The motion judge ought not to have held the CPVF's campaign to a standard of objectivity but should only have considered if the conduct of the campaign constituted misinformation, threats, coercion, intimidation or was otherwise unlawful. As explained, there is no evidence to support a finding that the opt-outs by individual class members were not voluntary or fully informed.[8]

The Court of Appeal also held that the motions judge erred by assuming that the survival of the class action depended on the outcome of the opt-out motion.  The motions judge's reasons suggested that the survival of the class action was in question because more than half of the class had opted out. The Court of Appeal disagreed, noting that the number of opt-outs should not impact the viability of the class action:

If by the survival of the class action the motion judge was referring to the prospect of decertification, he did not explain why the number of class opt-outs could undermine the evidence satisfying the certification criteria. Indeed, other than perhaps in the most extreme cases, I fail to see any reason why the number of opt-outs would be a basis for decertification. Alternatively, if he meant the viability of the class action somehow depends on the number of remaining class members, there is no basis for this concern. A certified class proceeding will continue regardless of the diminished size of the class and the correspondingly diminished damages award or settlement amount that might follow therefrom.[9]

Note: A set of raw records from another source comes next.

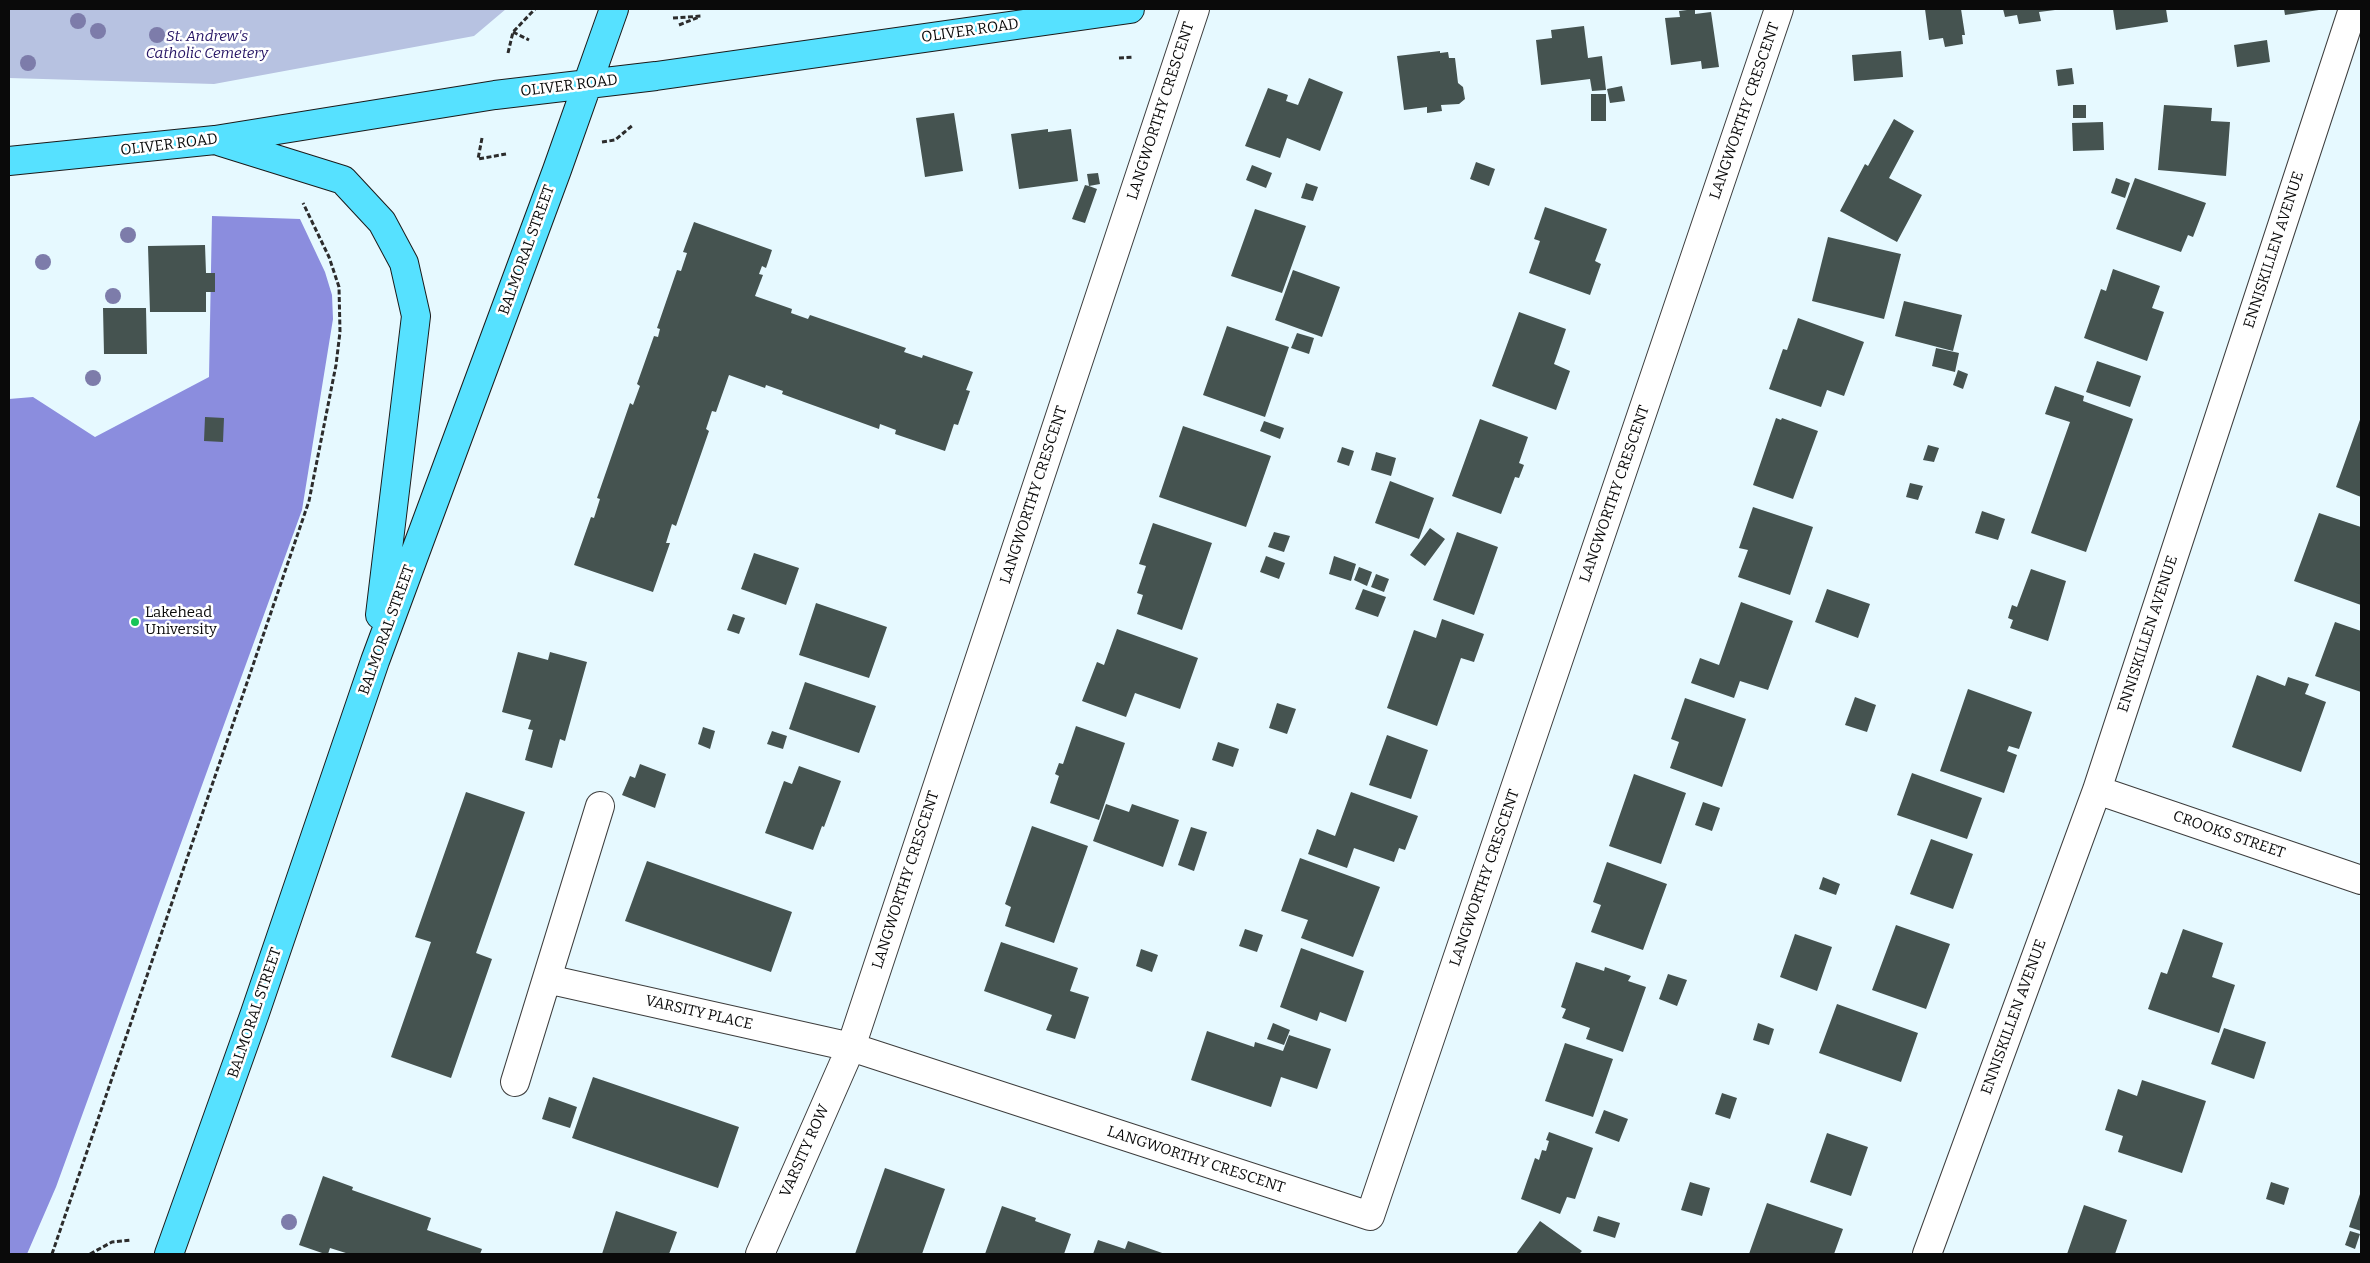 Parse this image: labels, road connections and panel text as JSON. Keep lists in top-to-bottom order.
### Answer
{
  "streets": {
    "main road": ["OLIVER ROAD", "BALMORAL STREET"],
    "street": [
      "LANGWORTHY CRESCENT",
      "ENNISKILLEN AVENUE",
      "CROOKS STREET",
      "VARSITY PLACE",
      "VARSITY ROW"
    ]
  },
  "crossings": [
    ["OLIVER ROAD", "BALMORAL STREET"],
    ["LANGWORTHY CRESCENT", "VARSITY PLACE"],
    ["LANGWORTHY CRESCENT", "VARSITY ROW"],
    ["ENNISKILLEN AVENUE", "CROOKS STREET"],
    ["VARSITY PLACE", "VARSITY ROW"]
  ],
  "parks": ["St. Andrew's Catholic Cemetery"],
  "places": ["Lakehead University"]
} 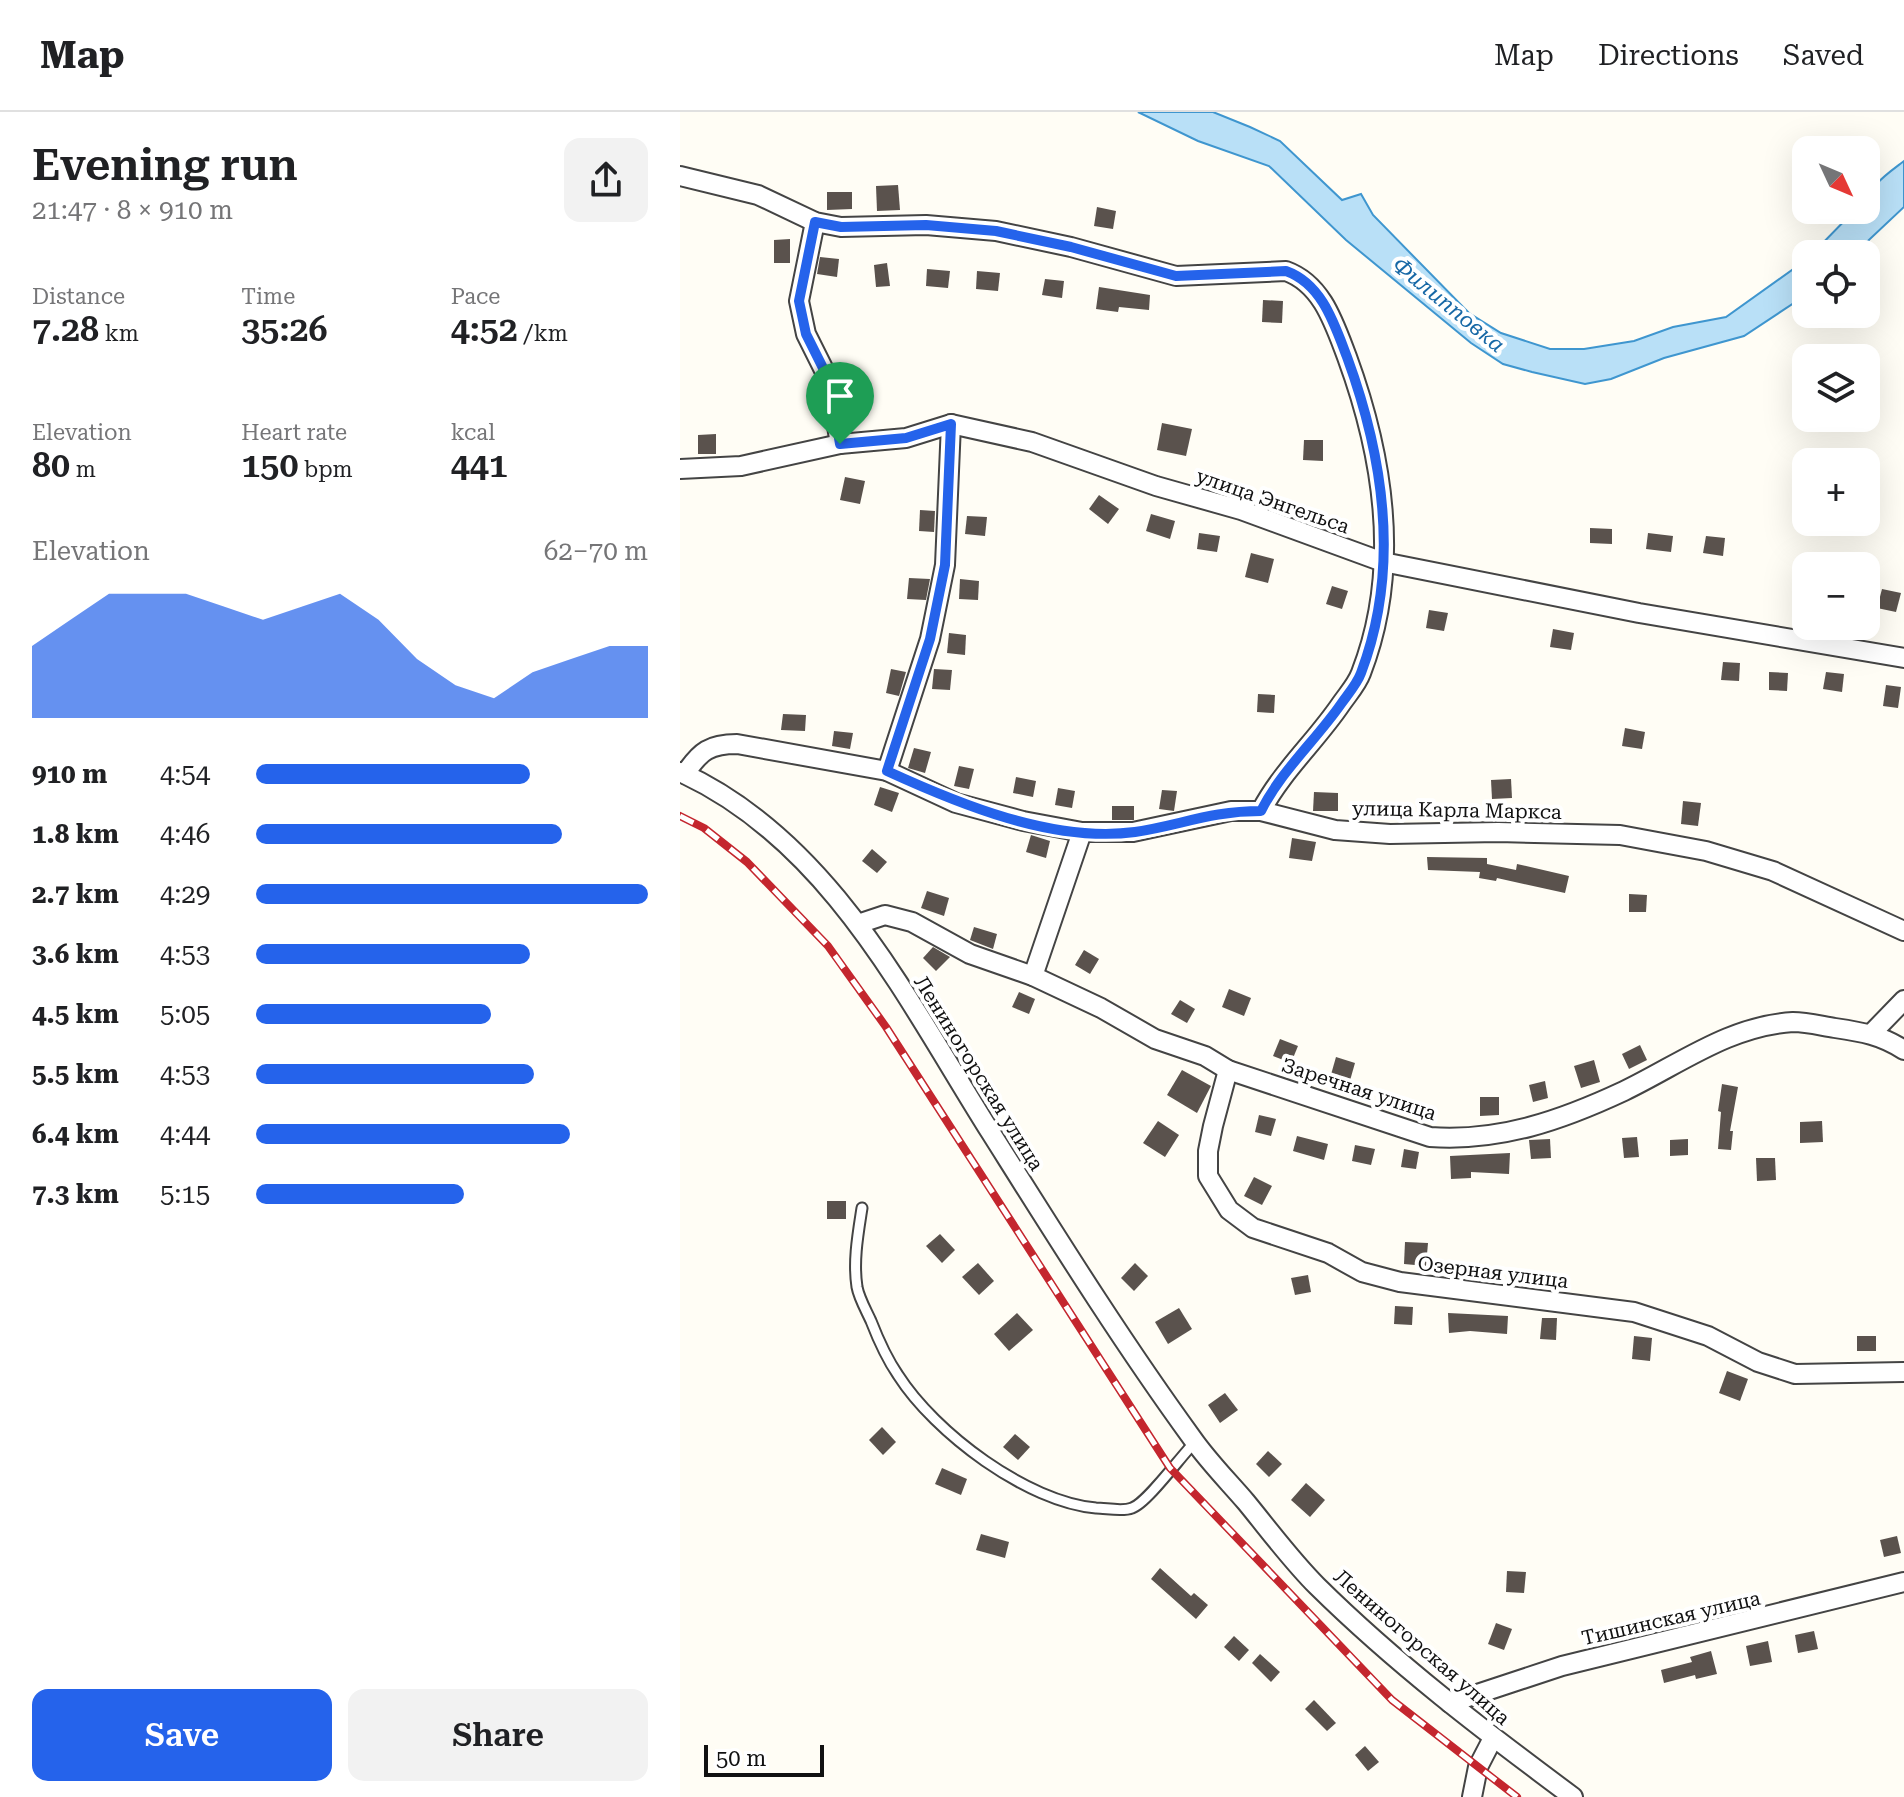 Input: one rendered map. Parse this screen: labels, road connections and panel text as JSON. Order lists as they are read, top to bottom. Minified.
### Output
{"streets":{"street":["улица Энгельса","улица Карла Маркса","Лениногорская улица","Заречная улица","Озерная улица","Тишинская улица"]},"crossings":[["улица Карла Маркса","Лениногорская улица"],["Лениногорская улица","Заречная улица"],["Лениногорская улица","Тишинская улица"],["Заречная улица","Озерная улица"]],"water":["Филипповка"],"scale_bar":"50 m","north":"bottom right","page":{"header":"Map","nav":["Map","Directions","Saved"],"heading":["Evening run","21:47 · 8 × 910 m"],"map_buttons":["+","−"],"stats":[["Distance","7.28 km"],["Time","35:26"],["Pace","4:52 /km"],["Elevation","80 m"],["Heart rate","150 bpm"],["kcal","441"]],"chart":["Elevation","62–70 m"],"list":[{"name":"910 m","note":"4:54"},{"name":"1.8 km","note":"4:46"},{"name":"2.7 km","note":"4:29"},{"name":"3.6 km","note":"4:53"},{"name":"4.5 km","note":"5:05"},{"name":"5.5 km","note":"4:53"},{"name":"6.4 km","note":"4:44"},{"name":"7.3 km","note":"5:15"}],"buttons":["Save","Share"],"scale":"50 m"}}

"Take-Aways" from the Ontario Court of Appeal's Decision

There are a number of "take-aways" arising from the Court of Appeal's decision:

  • Class members are not obliged to communicate with each other in an objective manner during the opt-out period.  They may express their views with each other about whether to opt out of the class action as long as the conduct does not amount to misinformation, threats, intimidation or coercion. The question of whether communications cross the line enunciated in A&P will depend upon the facts and circumstances of each case.
  • The viability of the class action does not necessarily depend on the number of opt-outs and the corresponding number of remaining class members.  This includes circumstances where more than half of eligible class members opt-out of the class action.
  • The Court of Appeal acknowledged that the motion judge's order was an exercise of his broad discretion jurisdiction under s. 12 of the Class Proceedings Act, 1992, and that "(a) discretionary decision to safeguard the fairness of a class proceeding is entitled to receive significant deference from (an appellant court)".[10] Deference is particularly relevant in class proceedings in Ontario where specialized case management judges live the case and have a unique perspective on issues like opt-outs. The Court of Appeal nevertheless saw fit to overturn the motion judge's decision.
  • The Court of Appeal made clear that when class members are engaging in tactics that may demand judicial scrutiny during the opt-out period, the representative plaintiff(s), through counsel, should promptly seek the intervention of the supervising judge.  The Court of Appeal was critical of the representative plaintiff's failure to promptly notify the motion judge of its concerns regarding the CPVF's campaign.[11]  
  • The Court of Appeal did not discuss at length the role of defendants in these circumstances. It noted that "the defendant may not sit idly by in the face of such conduct [i.e., conduct that amounts to misinformation, threats, intimidation, or coercion] without running the risk that a court will invalidate opt-outs based on the application of the informed and voluntary test established in A&P."[12] The role of defendants in these circumstances will invariably involve a case by case analysis. Defendants should seek legal advice before taking any steps in that regard.